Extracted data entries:
+ + + +

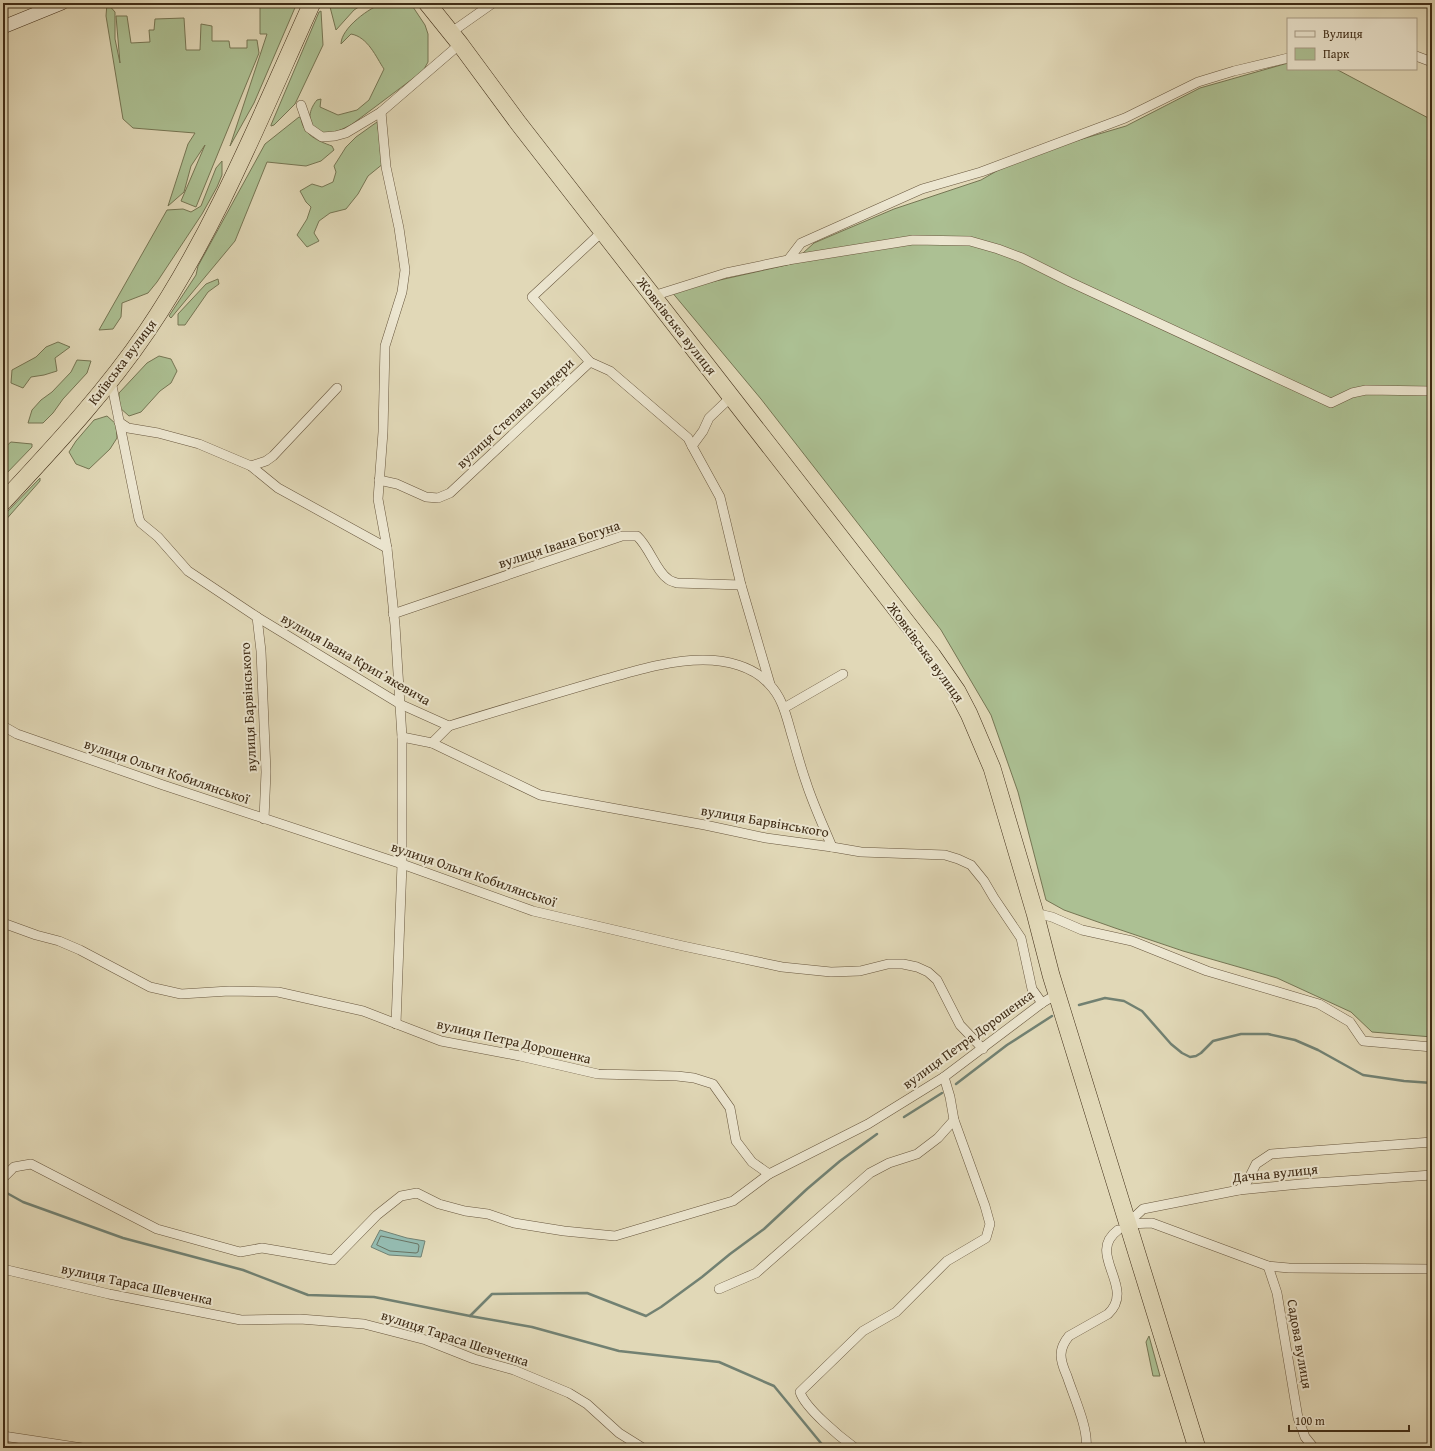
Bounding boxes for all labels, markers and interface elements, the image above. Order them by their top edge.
legend [1287,18,1417,70]
text: Вулиця [1323,25,1363,42]
text: Парк [1323,45,1350,62]
street label: Жовківська вулиця [632,272,722,379]
street label: Київська вулиця [83,315,161,409]
street label: вулиця Степана Бандери [452,353,578,473]
street label: вулиця Івана Богуна [496,515,623,573]
street label: Жовківська вулиця [882,597,969,706]
street label: вулиця Івана Крипʼякевича [278,608,435,710]
street label: вулиця Барвінського [235,642,261,772]
street label: вулиця Ольги Кобилянської [81,733,253,809]
street label: вулиця Барвінського [699,800,831,842]
street label: вулиця Ольги Кобилянської [388,836,560,912]
street label: вулиця Петра Дорошенка [898,984,1038,1093]
street label: вулиця Петра Дорошенка [435,1014,593,1069]
street label: Дачна вулиця [1230,1159,1319,1188]
street label: вулиця Тараса Шевченка [60,1258,215,1310]
street label: Садова вулиця [1282,1298,1318,1390]
street label: вулиця Тараса Шевченка [379,1305,532,1371]
scale bar [1289,1407,1409,1433]
text: 100 m [1295,1412,1325,1429]

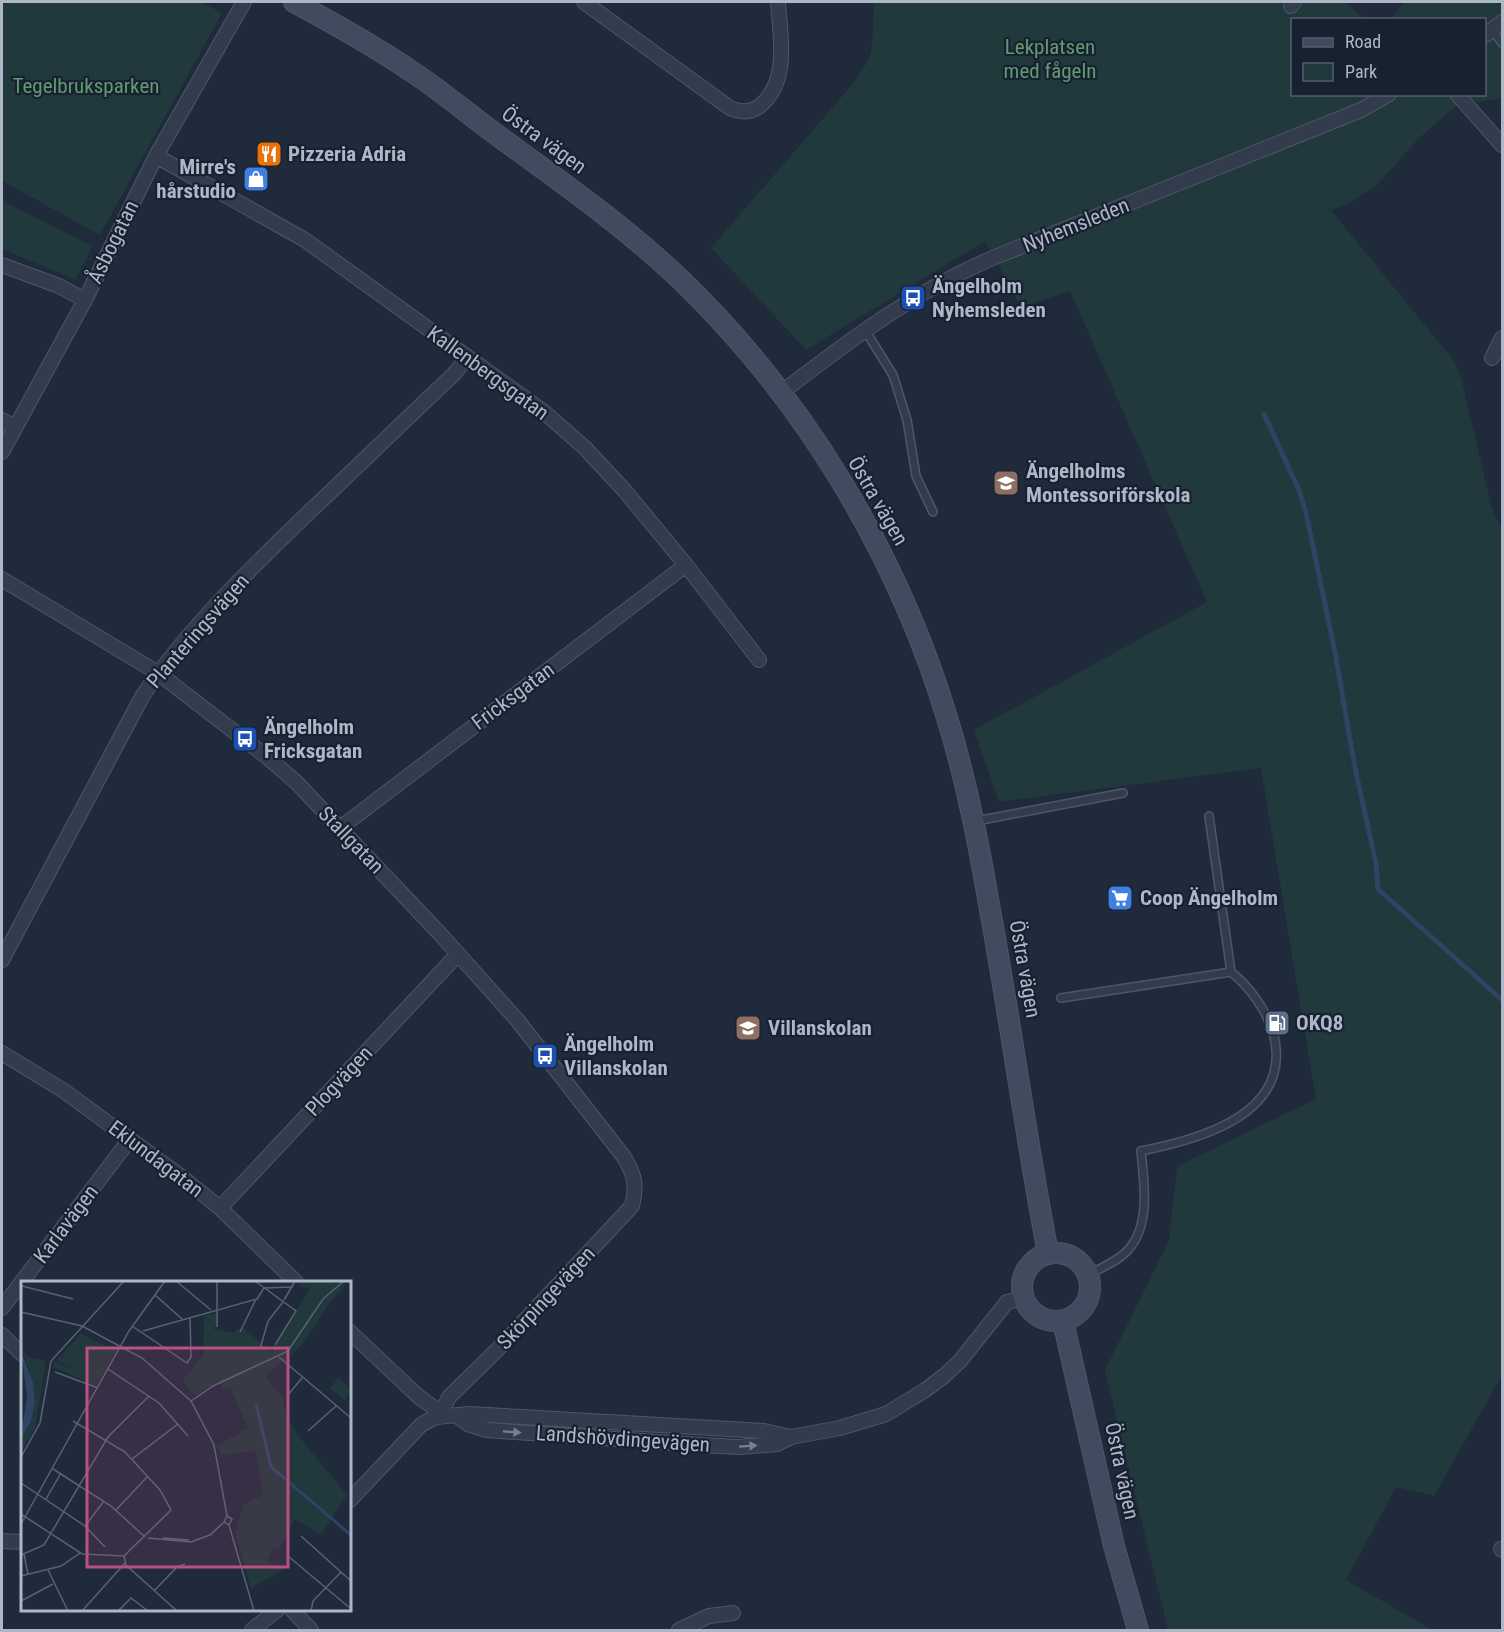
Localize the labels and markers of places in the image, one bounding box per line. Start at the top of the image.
restaurant icon: Pizzeria Adria [254,139,284,169]
place label: Pizzeria Adria [288,142,406,166]
place label: Mirre's hårstudio [156,155,236,203]
shop icon: Mirre's hårstudio [241,164,271,194]
place label: Ängelholm Nyhemsleden [932,274,1046,322]
bus stop icon: Ängelholm Nyhemsleden [898,283,928,313]
place label: Ängelholms Montessoriförskola [1026,459,1191,507]
school or university icon: Ängelholms Montessoriförskola [991,468,1021,498]
place label: Ängelholm Fricksgatan [264,715,362,763]
bus stop icon: Ängelholm Fricksgatan [230,724,260,754]
supermarket icon: Coop Ängelholm [1105,883,1135,913]
place label: Coop Ängelholm [1140,886,1278,910]
fuel station icon: OKQ8 [1262,1008,1292,1038]
place label: OKQ8 [1296,1011,1343,1035]
school or university icon: Villanskolan [733,1013,763,1043]
place label: Villanskolan [768,1016,872,1040]
place label: Ängelholm Villanskolan [564,1032,668,1080]
bus stop icon: Ängelholm Villanskolan [530,1041,560,1071]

+ + + +

_What needs to be done_
Working from the entries above, return all lines that contain "Adria".

_Result_
restaurant icon: Pizzeria Adria [254,139,284,169]
place label: Pizzeria Adria [288,142,406,166]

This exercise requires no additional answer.